In this and the next village we came to I would not risk taking any of the likely-looking by-roads, without some extra assurance, such as a sign-post would have given me, of finding the right turning. Sign-posts were conspicuous by their absence. During the whole night we found only two, neither of them any good for the purpose in hand, and they were the last we saw for the rest of the journey.

Consequently we continued on the first-class highway, which was easy to follow, until it joined the southern road again in the village of Werfte. This was about half-past one in the morning.

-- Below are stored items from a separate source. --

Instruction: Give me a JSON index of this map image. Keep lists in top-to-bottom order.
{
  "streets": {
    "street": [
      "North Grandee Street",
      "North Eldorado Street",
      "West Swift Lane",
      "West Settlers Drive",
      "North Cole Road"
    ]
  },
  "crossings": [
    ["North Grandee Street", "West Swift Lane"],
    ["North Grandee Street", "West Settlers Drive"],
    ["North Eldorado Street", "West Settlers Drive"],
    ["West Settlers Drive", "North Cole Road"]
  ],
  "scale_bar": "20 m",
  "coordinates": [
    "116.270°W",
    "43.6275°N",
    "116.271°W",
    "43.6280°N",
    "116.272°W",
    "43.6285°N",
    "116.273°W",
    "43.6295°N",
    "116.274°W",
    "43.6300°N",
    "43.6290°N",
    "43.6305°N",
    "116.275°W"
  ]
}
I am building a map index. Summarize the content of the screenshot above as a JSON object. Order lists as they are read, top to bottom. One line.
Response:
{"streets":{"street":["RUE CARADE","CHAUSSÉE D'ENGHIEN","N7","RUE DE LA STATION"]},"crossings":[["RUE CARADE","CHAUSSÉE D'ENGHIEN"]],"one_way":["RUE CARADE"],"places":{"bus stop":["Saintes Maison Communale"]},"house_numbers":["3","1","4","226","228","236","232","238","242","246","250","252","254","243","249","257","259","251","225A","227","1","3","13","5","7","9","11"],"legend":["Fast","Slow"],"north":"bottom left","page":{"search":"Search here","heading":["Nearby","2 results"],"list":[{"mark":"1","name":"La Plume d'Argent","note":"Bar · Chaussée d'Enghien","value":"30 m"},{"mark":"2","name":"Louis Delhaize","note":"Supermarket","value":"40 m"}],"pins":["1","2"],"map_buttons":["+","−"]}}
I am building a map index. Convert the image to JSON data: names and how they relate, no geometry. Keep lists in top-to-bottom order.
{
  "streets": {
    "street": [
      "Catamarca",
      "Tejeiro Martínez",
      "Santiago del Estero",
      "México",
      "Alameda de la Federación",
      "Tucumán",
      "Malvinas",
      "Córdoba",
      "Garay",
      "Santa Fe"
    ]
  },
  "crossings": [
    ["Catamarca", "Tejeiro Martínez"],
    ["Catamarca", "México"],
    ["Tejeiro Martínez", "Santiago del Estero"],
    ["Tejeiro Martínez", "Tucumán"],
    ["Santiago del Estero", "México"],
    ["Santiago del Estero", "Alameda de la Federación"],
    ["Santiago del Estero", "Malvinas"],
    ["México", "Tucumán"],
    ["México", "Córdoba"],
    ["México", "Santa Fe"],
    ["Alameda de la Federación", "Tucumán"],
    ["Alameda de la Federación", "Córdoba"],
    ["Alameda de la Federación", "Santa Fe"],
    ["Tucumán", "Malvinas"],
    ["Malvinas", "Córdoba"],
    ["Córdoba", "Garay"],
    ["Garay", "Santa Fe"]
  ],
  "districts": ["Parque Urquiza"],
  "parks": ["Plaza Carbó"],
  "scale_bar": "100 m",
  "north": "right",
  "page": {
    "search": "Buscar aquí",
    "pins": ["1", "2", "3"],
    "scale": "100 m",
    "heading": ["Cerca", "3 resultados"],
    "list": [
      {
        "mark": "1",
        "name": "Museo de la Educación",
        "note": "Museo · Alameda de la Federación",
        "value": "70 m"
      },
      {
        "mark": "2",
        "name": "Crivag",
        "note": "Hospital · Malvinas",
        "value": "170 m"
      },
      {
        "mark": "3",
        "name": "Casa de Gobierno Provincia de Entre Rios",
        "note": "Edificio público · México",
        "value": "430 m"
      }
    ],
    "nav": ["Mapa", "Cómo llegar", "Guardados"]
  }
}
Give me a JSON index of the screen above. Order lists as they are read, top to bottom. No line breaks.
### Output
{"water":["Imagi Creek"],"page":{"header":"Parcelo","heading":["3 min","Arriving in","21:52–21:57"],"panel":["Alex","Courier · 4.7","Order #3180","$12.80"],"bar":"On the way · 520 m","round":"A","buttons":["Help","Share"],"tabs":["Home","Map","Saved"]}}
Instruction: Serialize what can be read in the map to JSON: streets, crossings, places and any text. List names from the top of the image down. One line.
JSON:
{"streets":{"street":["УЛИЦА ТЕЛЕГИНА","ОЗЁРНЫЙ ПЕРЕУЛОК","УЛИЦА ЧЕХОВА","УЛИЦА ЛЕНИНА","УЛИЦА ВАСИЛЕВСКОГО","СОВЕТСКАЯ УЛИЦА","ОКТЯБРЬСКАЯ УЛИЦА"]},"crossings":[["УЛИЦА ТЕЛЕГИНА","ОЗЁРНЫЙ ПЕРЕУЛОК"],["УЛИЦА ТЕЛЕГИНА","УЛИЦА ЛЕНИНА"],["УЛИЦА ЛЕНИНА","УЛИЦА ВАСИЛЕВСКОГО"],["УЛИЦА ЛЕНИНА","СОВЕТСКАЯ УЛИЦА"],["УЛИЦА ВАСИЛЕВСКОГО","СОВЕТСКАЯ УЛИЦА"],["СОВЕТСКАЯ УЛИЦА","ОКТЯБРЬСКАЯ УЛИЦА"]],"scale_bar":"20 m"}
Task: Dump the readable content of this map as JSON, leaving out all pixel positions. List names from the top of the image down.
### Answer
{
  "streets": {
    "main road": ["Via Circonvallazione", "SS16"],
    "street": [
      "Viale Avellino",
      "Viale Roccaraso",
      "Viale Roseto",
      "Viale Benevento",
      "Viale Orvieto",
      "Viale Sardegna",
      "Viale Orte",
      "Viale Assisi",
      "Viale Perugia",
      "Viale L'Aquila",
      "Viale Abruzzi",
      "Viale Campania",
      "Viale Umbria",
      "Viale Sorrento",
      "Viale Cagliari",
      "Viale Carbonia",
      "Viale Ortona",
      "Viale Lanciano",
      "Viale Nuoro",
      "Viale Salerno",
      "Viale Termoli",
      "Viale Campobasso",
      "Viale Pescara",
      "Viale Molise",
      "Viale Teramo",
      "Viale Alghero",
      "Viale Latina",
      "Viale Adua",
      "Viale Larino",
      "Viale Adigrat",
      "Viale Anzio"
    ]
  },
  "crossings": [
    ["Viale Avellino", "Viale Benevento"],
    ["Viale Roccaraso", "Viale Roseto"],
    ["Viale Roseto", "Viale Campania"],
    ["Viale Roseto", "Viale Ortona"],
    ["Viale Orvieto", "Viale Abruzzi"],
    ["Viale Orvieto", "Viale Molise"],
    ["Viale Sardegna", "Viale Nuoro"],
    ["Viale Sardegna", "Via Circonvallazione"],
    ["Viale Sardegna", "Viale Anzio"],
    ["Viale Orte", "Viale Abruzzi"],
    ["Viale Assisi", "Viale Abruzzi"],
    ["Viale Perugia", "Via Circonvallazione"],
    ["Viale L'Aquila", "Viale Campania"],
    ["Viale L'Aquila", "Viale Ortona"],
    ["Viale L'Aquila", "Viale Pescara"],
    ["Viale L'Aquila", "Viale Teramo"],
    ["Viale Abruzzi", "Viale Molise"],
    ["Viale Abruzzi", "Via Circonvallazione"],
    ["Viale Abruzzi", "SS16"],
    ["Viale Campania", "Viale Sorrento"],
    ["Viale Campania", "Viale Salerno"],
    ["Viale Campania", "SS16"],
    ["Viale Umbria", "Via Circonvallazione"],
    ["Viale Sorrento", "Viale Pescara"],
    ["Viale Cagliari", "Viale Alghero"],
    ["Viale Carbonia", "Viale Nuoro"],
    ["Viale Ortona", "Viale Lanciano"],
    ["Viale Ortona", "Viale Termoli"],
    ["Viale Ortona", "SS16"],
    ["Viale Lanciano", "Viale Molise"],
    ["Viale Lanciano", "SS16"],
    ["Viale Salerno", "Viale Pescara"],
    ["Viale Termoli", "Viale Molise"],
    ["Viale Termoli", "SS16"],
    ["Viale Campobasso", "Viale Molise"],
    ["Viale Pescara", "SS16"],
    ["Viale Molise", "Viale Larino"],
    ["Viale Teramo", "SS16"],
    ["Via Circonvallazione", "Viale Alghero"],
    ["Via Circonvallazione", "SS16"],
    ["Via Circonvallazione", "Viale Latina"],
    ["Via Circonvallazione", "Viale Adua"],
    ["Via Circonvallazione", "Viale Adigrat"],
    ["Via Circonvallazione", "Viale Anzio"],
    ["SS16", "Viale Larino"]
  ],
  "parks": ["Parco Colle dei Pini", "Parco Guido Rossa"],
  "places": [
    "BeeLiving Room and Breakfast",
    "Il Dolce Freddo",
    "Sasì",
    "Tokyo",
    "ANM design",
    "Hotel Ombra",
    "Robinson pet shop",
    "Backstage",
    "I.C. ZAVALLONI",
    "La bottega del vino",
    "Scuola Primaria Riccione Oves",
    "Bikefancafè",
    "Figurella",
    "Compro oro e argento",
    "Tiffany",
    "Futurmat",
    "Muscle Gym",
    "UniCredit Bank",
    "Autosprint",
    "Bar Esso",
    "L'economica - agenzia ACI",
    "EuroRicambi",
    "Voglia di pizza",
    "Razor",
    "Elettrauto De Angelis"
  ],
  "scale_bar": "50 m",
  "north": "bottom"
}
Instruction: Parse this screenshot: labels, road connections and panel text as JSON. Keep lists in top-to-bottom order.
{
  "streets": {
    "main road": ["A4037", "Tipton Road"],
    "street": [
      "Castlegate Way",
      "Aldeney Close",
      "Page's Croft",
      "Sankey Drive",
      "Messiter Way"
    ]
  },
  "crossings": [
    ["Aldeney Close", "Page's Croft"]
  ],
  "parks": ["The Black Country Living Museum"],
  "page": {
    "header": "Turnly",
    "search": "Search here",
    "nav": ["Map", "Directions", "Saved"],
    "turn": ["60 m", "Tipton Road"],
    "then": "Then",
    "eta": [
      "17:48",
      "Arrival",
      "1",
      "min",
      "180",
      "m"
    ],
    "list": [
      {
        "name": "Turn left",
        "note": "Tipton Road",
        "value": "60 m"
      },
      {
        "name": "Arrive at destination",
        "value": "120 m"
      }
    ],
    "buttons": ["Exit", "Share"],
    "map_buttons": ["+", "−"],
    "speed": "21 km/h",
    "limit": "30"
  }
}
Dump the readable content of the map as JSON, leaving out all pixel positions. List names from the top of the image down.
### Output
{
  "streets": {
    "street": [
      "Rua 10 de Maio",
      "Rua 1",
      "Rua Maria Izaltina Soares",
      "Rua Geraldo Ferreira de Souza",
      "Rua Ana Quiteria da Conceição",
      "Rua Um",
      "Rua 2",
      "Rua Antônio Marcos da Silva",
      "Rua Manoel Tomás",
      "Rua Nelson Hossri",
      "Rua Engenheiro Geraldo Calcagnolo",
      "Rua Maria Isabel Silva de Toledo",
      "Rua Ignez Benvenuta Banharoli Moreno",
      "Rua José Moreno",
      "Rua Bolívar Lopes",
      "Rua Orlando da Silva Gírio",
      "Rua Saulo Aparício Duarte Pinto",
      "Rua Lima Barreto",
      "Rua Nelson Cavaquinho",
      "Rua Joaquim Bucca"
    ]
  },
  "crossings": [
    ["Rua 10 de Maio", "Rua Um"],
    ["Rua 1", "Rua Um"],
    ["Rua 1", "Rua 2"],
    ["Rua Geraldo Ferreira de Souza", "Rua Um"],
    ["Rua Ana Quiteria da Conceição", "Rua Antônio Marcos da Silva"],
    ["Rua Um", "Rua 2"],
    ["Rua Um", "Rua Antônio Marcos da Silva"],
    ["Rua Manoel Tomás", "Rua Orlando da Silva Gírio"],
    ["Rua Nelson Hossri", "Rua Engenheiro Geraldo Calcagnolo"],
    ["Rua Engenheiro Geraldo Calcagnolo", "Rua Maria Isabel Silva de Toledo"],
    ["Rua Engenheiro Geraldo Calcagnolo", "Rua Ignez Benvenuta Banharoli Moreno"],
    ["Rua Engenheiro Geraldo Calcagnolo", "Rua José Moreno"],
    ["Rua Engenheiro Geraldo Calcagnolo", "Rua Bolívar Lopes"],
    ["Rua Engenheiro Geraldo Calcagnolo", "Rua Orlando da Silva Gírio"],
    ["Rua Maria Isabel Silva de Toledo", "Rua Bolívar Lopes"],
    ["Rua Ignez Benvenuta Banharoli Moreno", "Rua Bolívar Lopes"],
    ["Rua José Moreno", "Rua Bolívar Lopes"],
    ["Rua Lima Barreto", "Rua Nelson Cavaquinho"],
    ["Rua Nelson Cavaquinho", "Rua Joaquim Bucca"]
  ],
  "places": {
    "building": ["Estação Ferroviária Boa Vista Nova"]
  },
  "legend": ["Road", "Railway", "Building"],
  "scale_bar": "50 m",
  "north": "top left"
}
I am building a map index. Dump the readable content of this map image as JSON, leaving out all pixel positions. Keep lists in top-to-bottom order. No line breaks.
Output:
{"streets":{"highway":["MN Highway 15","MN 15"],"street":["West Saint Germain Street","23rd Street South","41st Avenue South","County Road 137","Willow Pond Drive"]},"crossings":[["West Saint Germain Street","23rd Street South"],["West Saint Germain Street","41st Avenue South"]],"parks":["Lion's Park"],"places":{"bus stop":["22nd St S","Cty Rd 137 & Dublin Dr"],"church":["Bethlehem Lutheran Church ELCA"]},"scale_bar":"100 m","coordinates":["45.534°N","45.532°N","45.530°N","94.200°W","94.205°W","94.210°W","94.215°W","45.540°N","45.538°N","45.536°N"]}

The high-road from now on continued due west through flat, monotonous, and swampy country. As fast as we could we pushed along, Kent making pace with his usual swinging gait, hour after hour. For our objective we had two small lakes, shown on the map as touching the road on its northern side. They were to supply us with water before we went into hiding. Close behind them, a single third-class road, impossible to mistake, was to start us north on the third evening on our quest for our proper latitude, and in avoidance of the northern end of the artillery ground, by this time not more than eight or nine miles in front of us.

The second sign-post we saw that night not long before dawn enabled us to fix our position with accuracy, but a little later we came to the conclusion that our maps had played us false again. The lakes were nowhere in sight, though we ought to have passed or reached them. Since we had left Werfte the track of the steam-tram had accompanied the road on our right, and a screen of bushes and woods had interfered with our view to the north. Now we burst through them, bent on finding a hiding-place away from the road.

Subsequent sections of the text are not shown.